But in my experience, good developers recognize that comments are a useful
tool, and employ them to make code more clear and maintainable. With some
practice, you can do the same.

Dysfunctional Comments

Let’s sneak up on the notion of good comments by considering the other
kind first. There are some comments that I think you can (and should)
safely eradicate from your code. These include:

  • The tracking comment, listing who modified the code, when they did
    it, what they had for breakfast, and so on, in some sort of carefully
    formatted block (generally with a border made up of asterisks). You have a
    source code control system, right? Let it keep track of this sort of thing
    and don’t bother repeating it in the source code.
  • The “what” comment, repeating the code itself in English. You’ve
    probably seen code where every line had a comment, and i++
    was painfully annotated with “increment the counter variable.” You should
    presume that anyone reading your code understands the syntax and leave
    these comments out, unless you’re actually writing a tutorial for
    beginning developers.
  • The long explanatory comment far removed from the code it is
    purportedly explaining. I have seen developers stick entire readme files
    into comments, discussing the overall architecture and logic of their
    application. The problem is that the architecture and logic gets revised
    and the comment doesn’t, and out of sync explanations are worse than no
    explanation at all. This sort of overview belongs in external
    documentation, where it has some hope of being maintained.

In general, if a comment isn’t going to bring lasting value to the code –
leave it out.

Why Not Leave Them All Out?

Some developers look at the problem of comments going out of sync with the
code and see an insurmountable issue. Others (and these tend to be among
the best and brightest developers) proudly boast that they write
“self-documenting code.” In either case, their prescription is the same:
code with no comments at all.

While the notion of self-documenting code is seductive, in the end, I just
don’t believe it. Clarity in code is worth striving for, but as I’ve said
elsewhere, this software stuff is hard. No matter how crisp your
naming conventions, no matter how perfect your choice of implementation
language, no matter how much effort you put into refactoring, there is
going to come a time when you need to do something clever in your code to
meet a business need. And the more clever the code, the less
self-documenting it will be. If you leave it undocumented, you risk a
maintenance nightmare when you go back in six months to make an
improvement and can’t quite remember what you were doing in the first
place.

White Hat Comments

So if code needs comments, but not all comments are good, how do you write
good comments? In general, there are at least four kinds of comments that
I think are worthwhile in most source code:

  • Placeholder comments
  • Summary comments
  • Intent comments
  • Rocket Science comments

The Placeholder Comment: A String Around Your Virtual Finger

Some commands exist mainly to remind the developer to do something (or
not to do something). By convention, most of us tend to introduce these
with a single word in all caps: TODO, BUG, POSTPONE, HACK, UNDONE, and so
on. Such comments act as little bookmarks in the code, preventing the need
to cover your monitor with sticky notes as you have work in progress.

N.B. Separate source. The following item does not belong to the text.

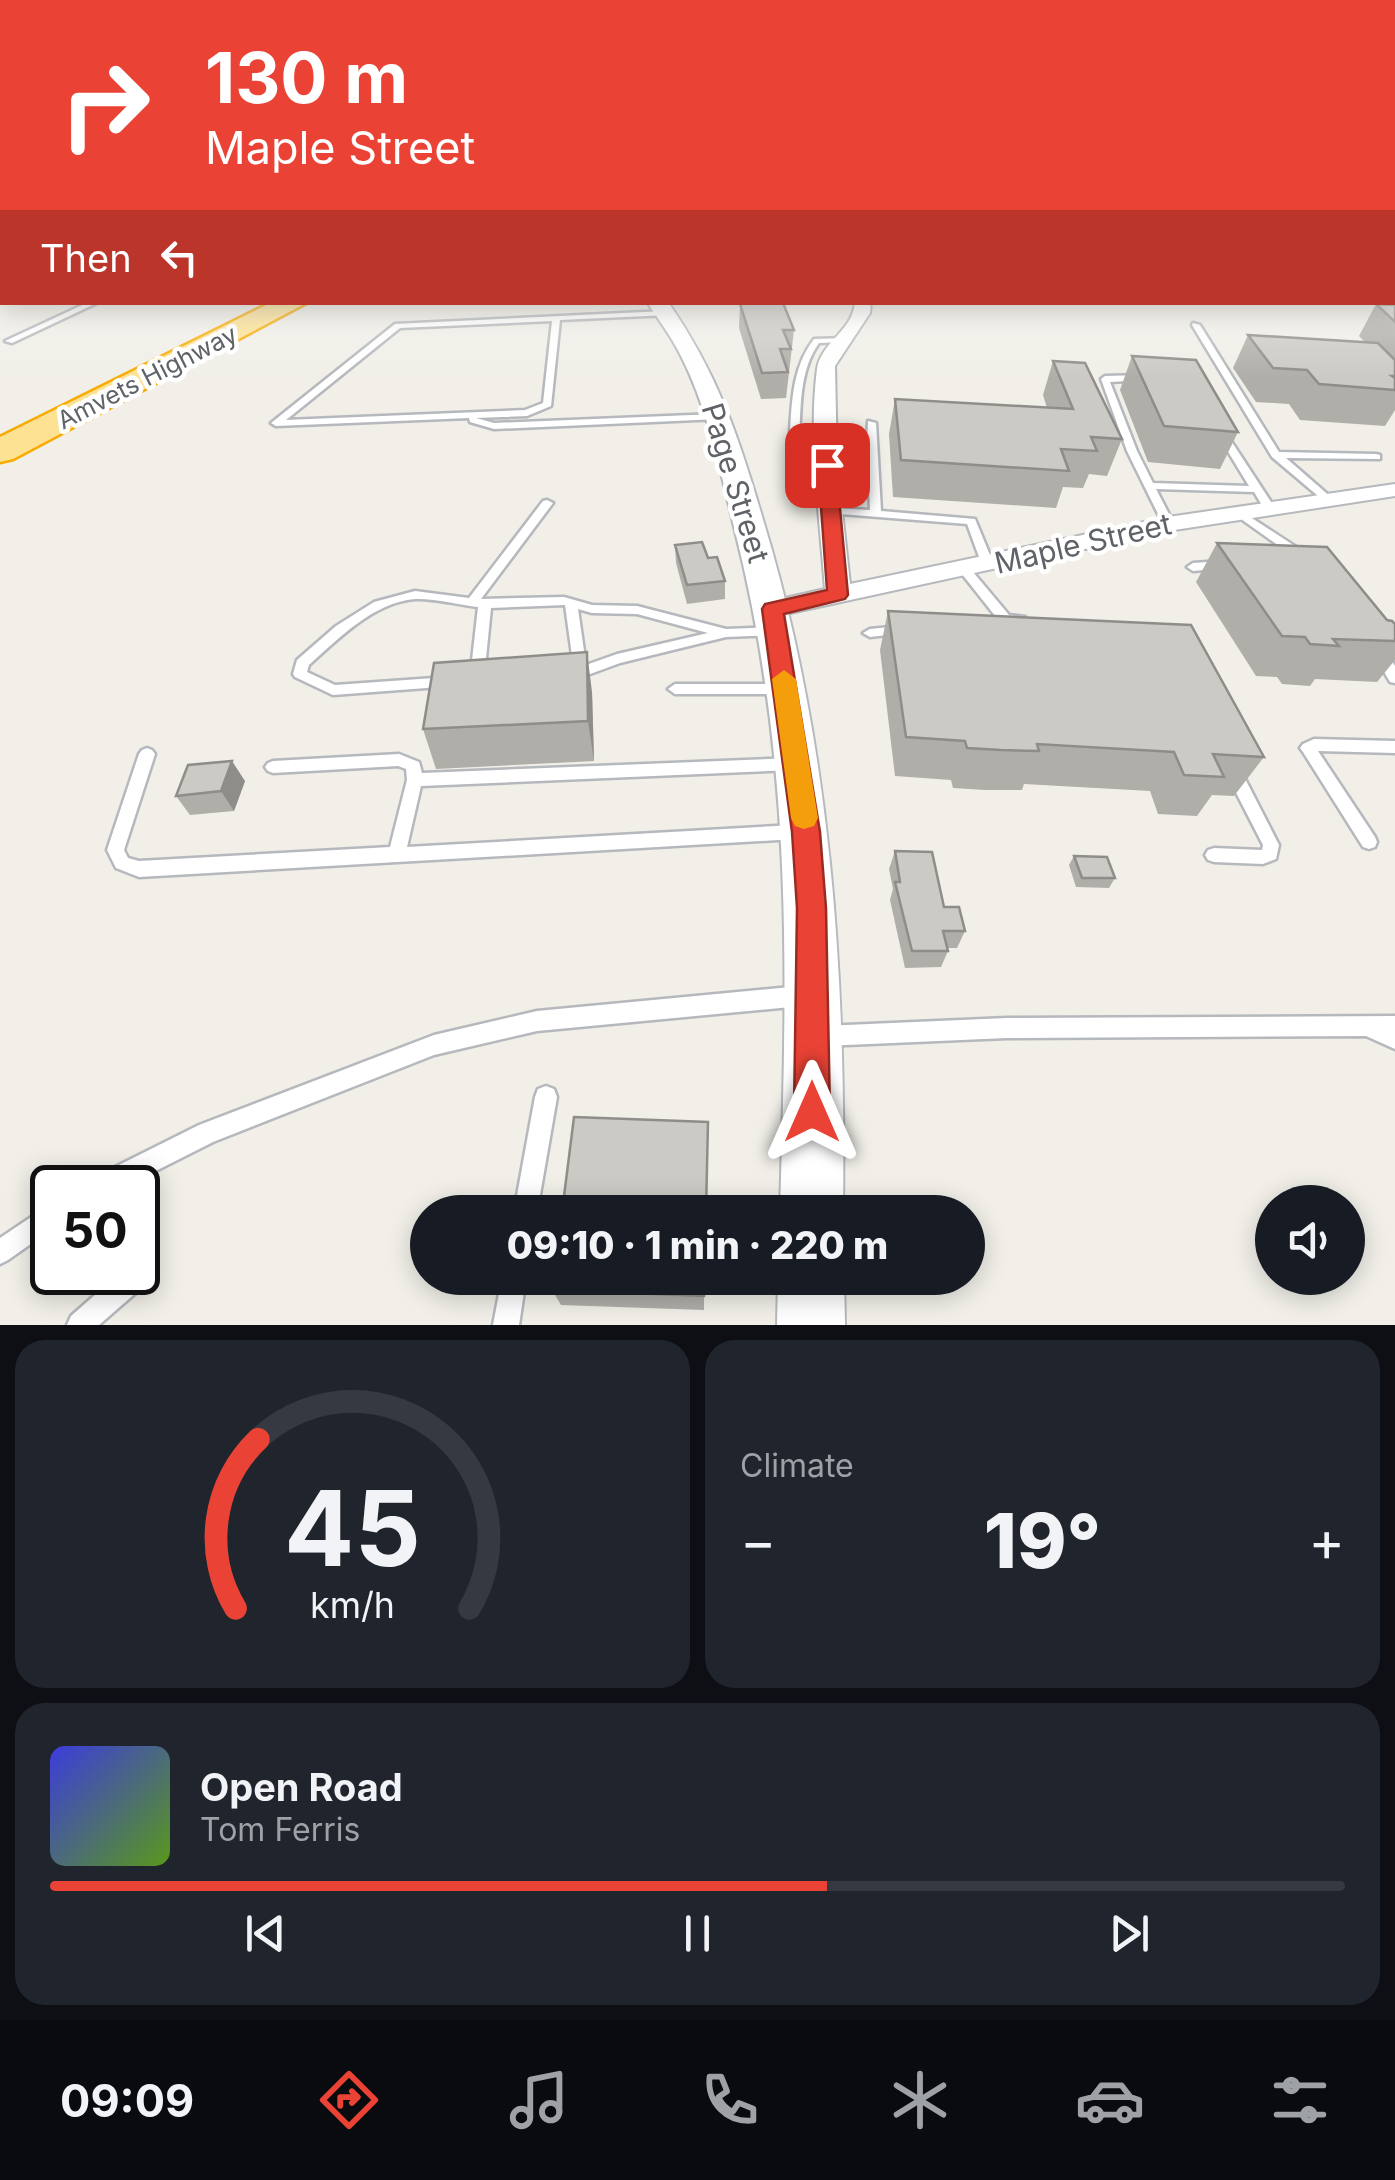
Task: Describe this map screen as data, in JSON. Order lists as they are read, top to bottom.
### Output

Placeholder comments are most useful when you’re working with an IDE that
will collect them automatically for you into a virtual to-do list (as most
of them will these days). If you sprinkle your code with TODO labels as
things occur to you, and you have a window open showing all the TODO lines
in the code, you may be able to get by with relatively little process for
tracking bugs and features (though your manager might complain about this
theory). Such comments should generally be short; if there’s a bug that
takes a paragraph to explain, it belongs in a more formal bug-tracking
system.

If there’s any chance of your source code being publicly released (or even
privately released to selected customers), you should do a careful review
of placeholder comments to make sure that you’re not shipping something
that will embarrass you. You can take a look at Google Code search to find
people who didn’t follow this rule of thumb.

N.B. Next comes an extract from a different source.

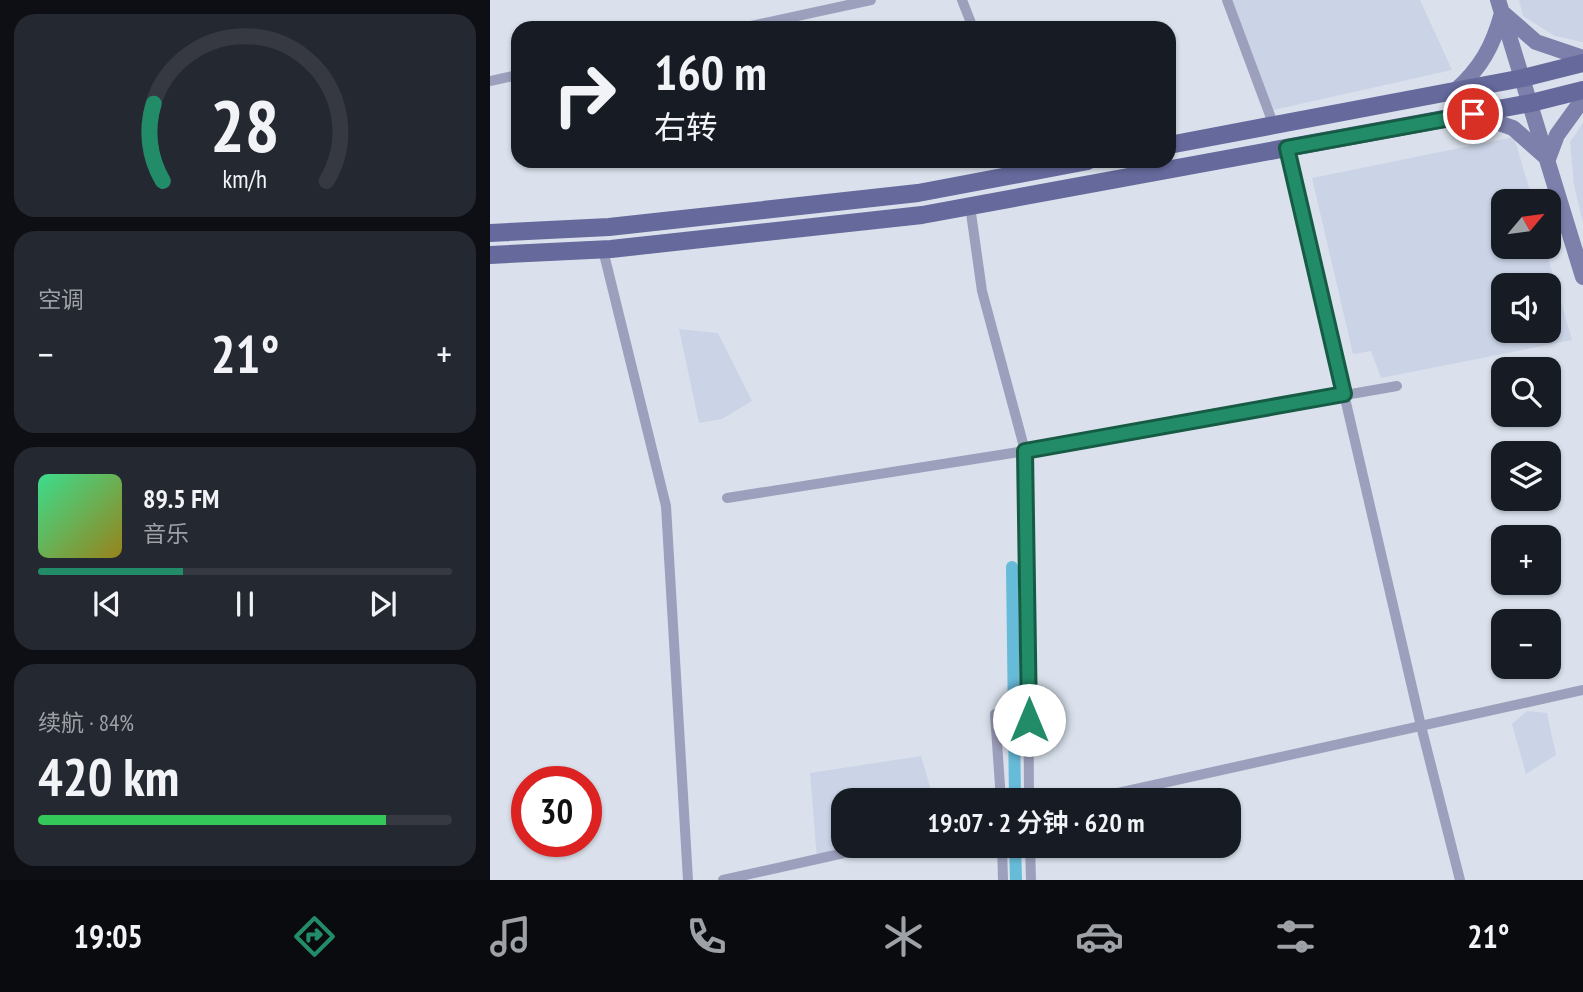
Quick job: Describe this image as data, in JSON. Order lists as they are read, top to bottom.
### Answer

The Summary Comment: Compensating for Tiny Brains

I’m not a fan of explaining every line of code with a line of comment that
says exactly the same thing. But summary comments, that explain an entire
block of code at one time, are a somewhat different animal. Rather than
explain ten lines of code individually, a summary comment might say
something like “Sort the customer list by age of oldest invoice and
display” or “Now center the uploaded graphic on a white rectangle that
fills the target area.”

Most likely, there isn’t any single line of code in these blocks that
would be difficult to understand on its own. But by summarizing the
code, you can make it easier to understand the overall flow of the
application. Given the choice between reading 100 lines of code or ten
lines of summary comments, the latter can be much more efficient.
Depending on your IDE, you can make the process even easier by coloring
the comments so that they stand out visually.

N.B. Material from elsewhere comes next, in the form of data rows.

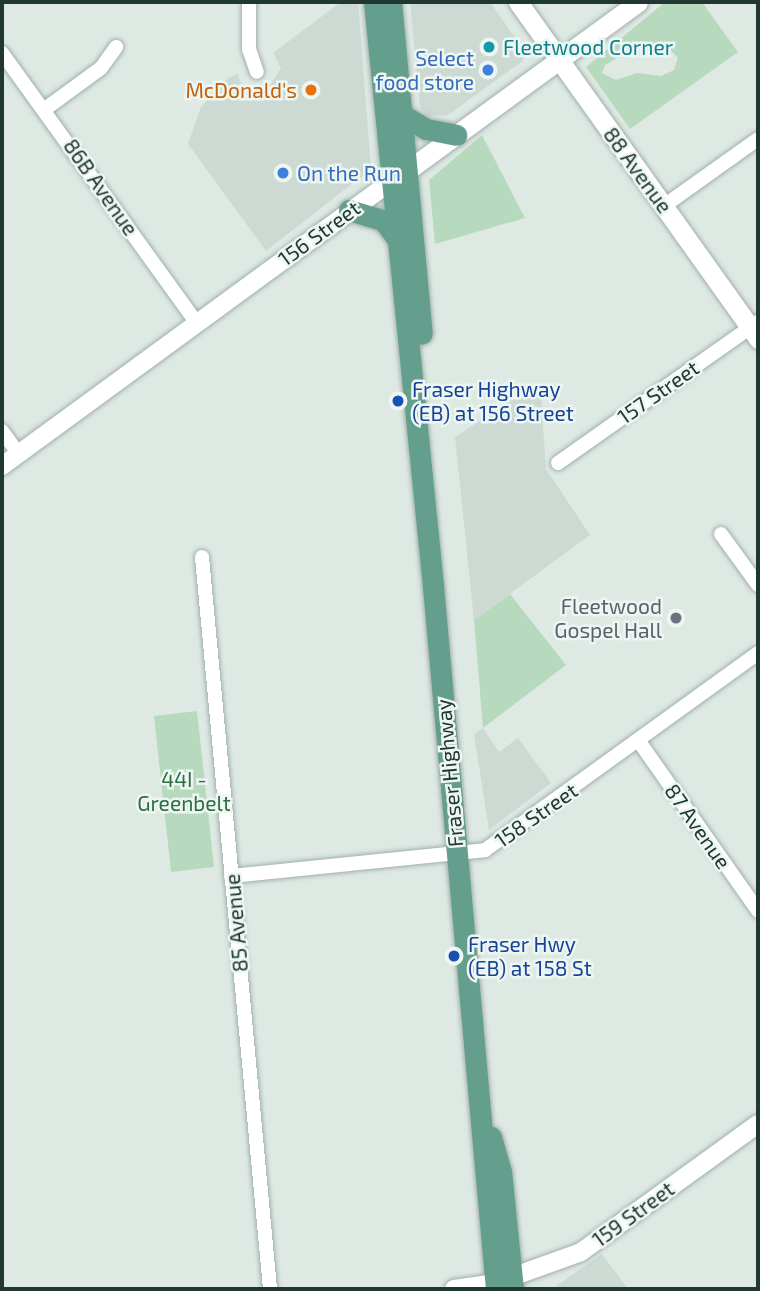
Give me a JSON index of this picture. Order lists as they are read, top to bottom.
{
  "streets": {
    "main road": ["88 Avenue", "156 Street", "Fraser Highway"],
    "street": [
      "86B Avenue",
      "157 Street",
      "158 Street",
      "87 Avenue",
      "85 Avenue",
      "159 Street"
    ]
  },
  "crossings": [
    ["88 Avenue", "156 Street"],
    ["88 Avenue", "157 Street"],
    ["86B Avenue", "156 Street"],
    ["156 Street", "Fraser Highway"],
    ["Fraser Highway", "158 Street"],
    ["Fraser Highway", "159 Street"],
    ["158 Street", "87 Avenue"],
    ["158 Street", "85 Avenue"]
  ],
  "parks": ["44I - Greenbelt"],
  "places": [
    "Fleetwood Corner",
    "Select food store",
    "McDonald's",
    "On the Run",
    "Fraser Highway (EB) at 156 Street",
    "Fleetwood Gospel Hall",
    "Fraser Hwy (EB) at 158 St"
  ]
}
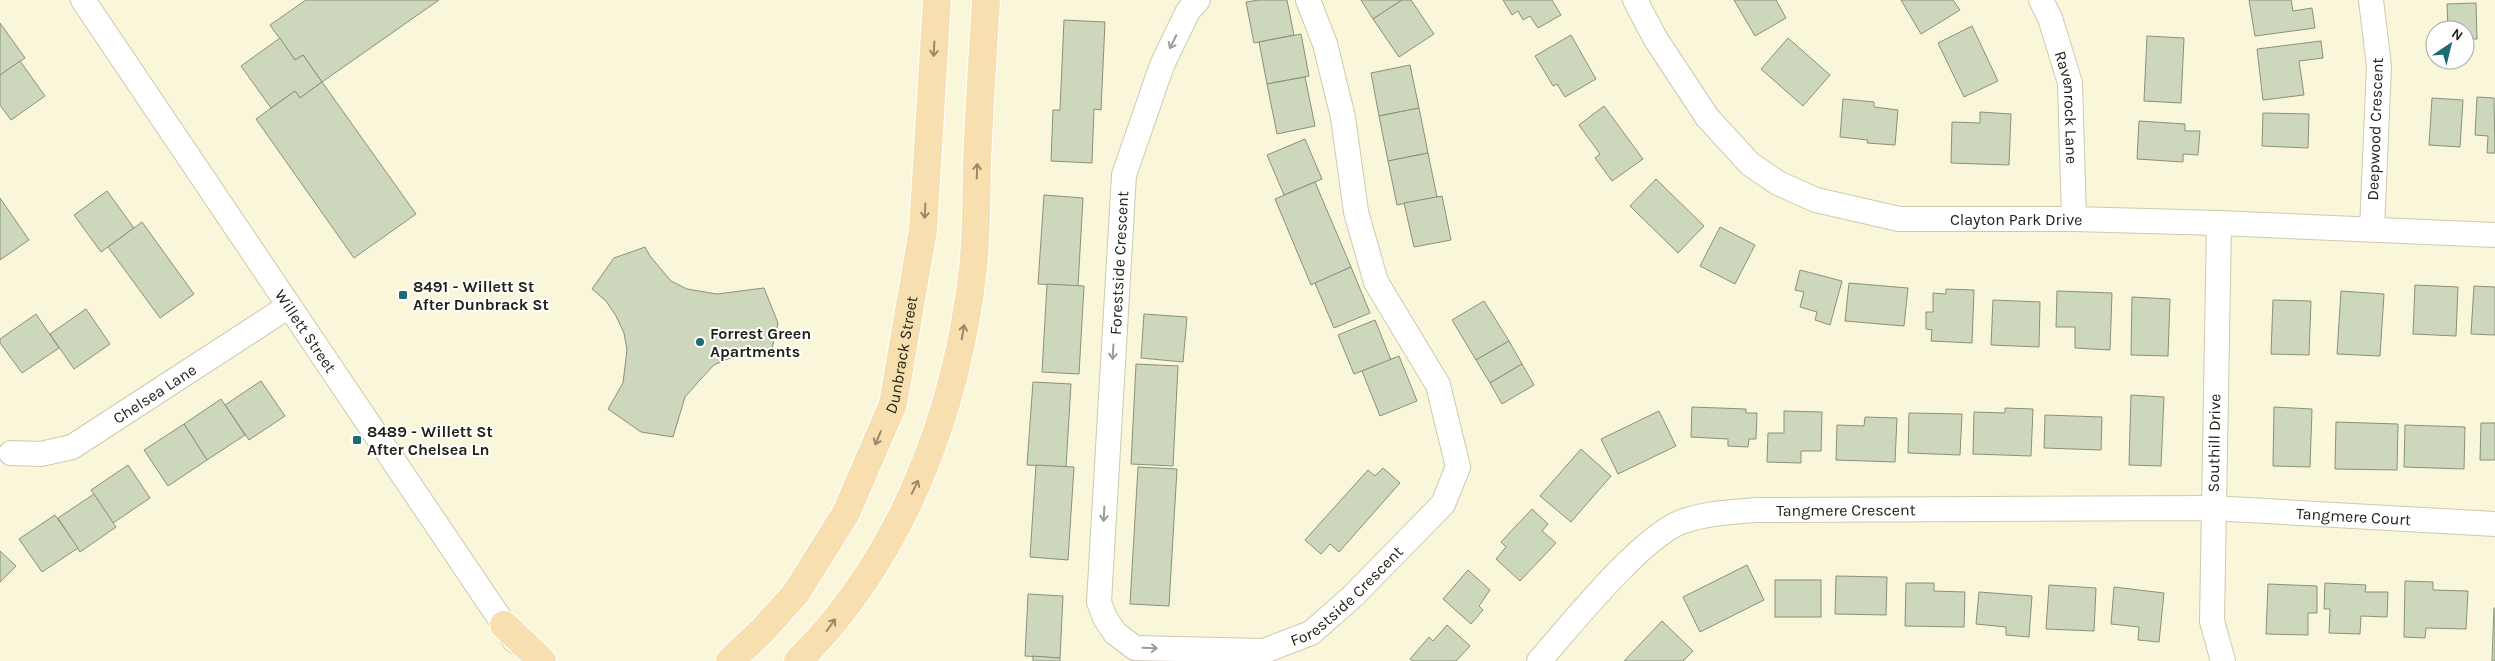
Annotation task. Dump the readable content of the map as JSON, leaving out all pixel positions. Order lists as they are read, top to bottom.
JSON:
{
  "streets": {
    "main road": ["Dunbrack Street"],
    "street": [
      "Ravenrock Lane",
      "Deepwood Crescent",
      "Clayton Park Drive",
      "Forestside Crescent",
      "Willett Street",
      "Chelsea Lane",
      "Southill Drive",
      "Tangmere Crescent",
      "Tangmere Court"
    ]
  },
  "crossings": [
    ["Ravenrock Lane", "Clayton Park Drive"],
    ["Deepwood Crescent", "Clayton Park Drive"],
    ["Clayton Park Drive", "Southill Drive"],
    ["Willett Street", "Chelsea Lane"],
    ["Southill Drive", "Tangmere Crescent"],
    ["Southill Drive", "Tangmere Court"],
    ["Tangmere Crescent", "Tangmere Court"]
  ],
  "places": {
    "transit": ["8491 - Willett St After Dunbrack St", "8489 - Willett St After Chelsea Ln"],
    "other": ["Forrest Green Apartments"]
  },
  "north": "top right"
}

To a certain extent, good coding practices can obviate the need for
summary comments. If you keep methods very short and use descriptive names
for the methods themselves, then the naming can become the comments. But
the more procedural the code gets, the more likely you are to find that
some sort of summary commenting can serve as a useful road map to what’s
going on.

Intent Comments: Why is This Code Here?

With intent comments, instead of explaining how code works or what it
does, you explain why it’s there in the first place. A typical intent
comment is longer than a summary comment, and applies to a larger section
of code – an entire object, or a substantial piece of procedural code. You
might explain in an intent comment, for example, that the
EnahncedTableAdapter class is necessary because the standard TableAdapter
doesn’t include transactions or interface with your company’s custom
configuration classes.

Intent comments can be very difficult to write, because they force you to
actually think about what you’re saying; they’re not a mechanical
process. If you have a good functional spec for your application, you
may be able to reuse some of it for these comments. In any case,
they’re worth the effort, because they pay off when it becomes time
for maintenance programming. Intent comments can help you very quickly
come back up to speed on code that you haven’t touched for a while (or
that someone else wrote) and easily locate a section that you need to
work on.

Rocket Science Comments: Sometimes it is.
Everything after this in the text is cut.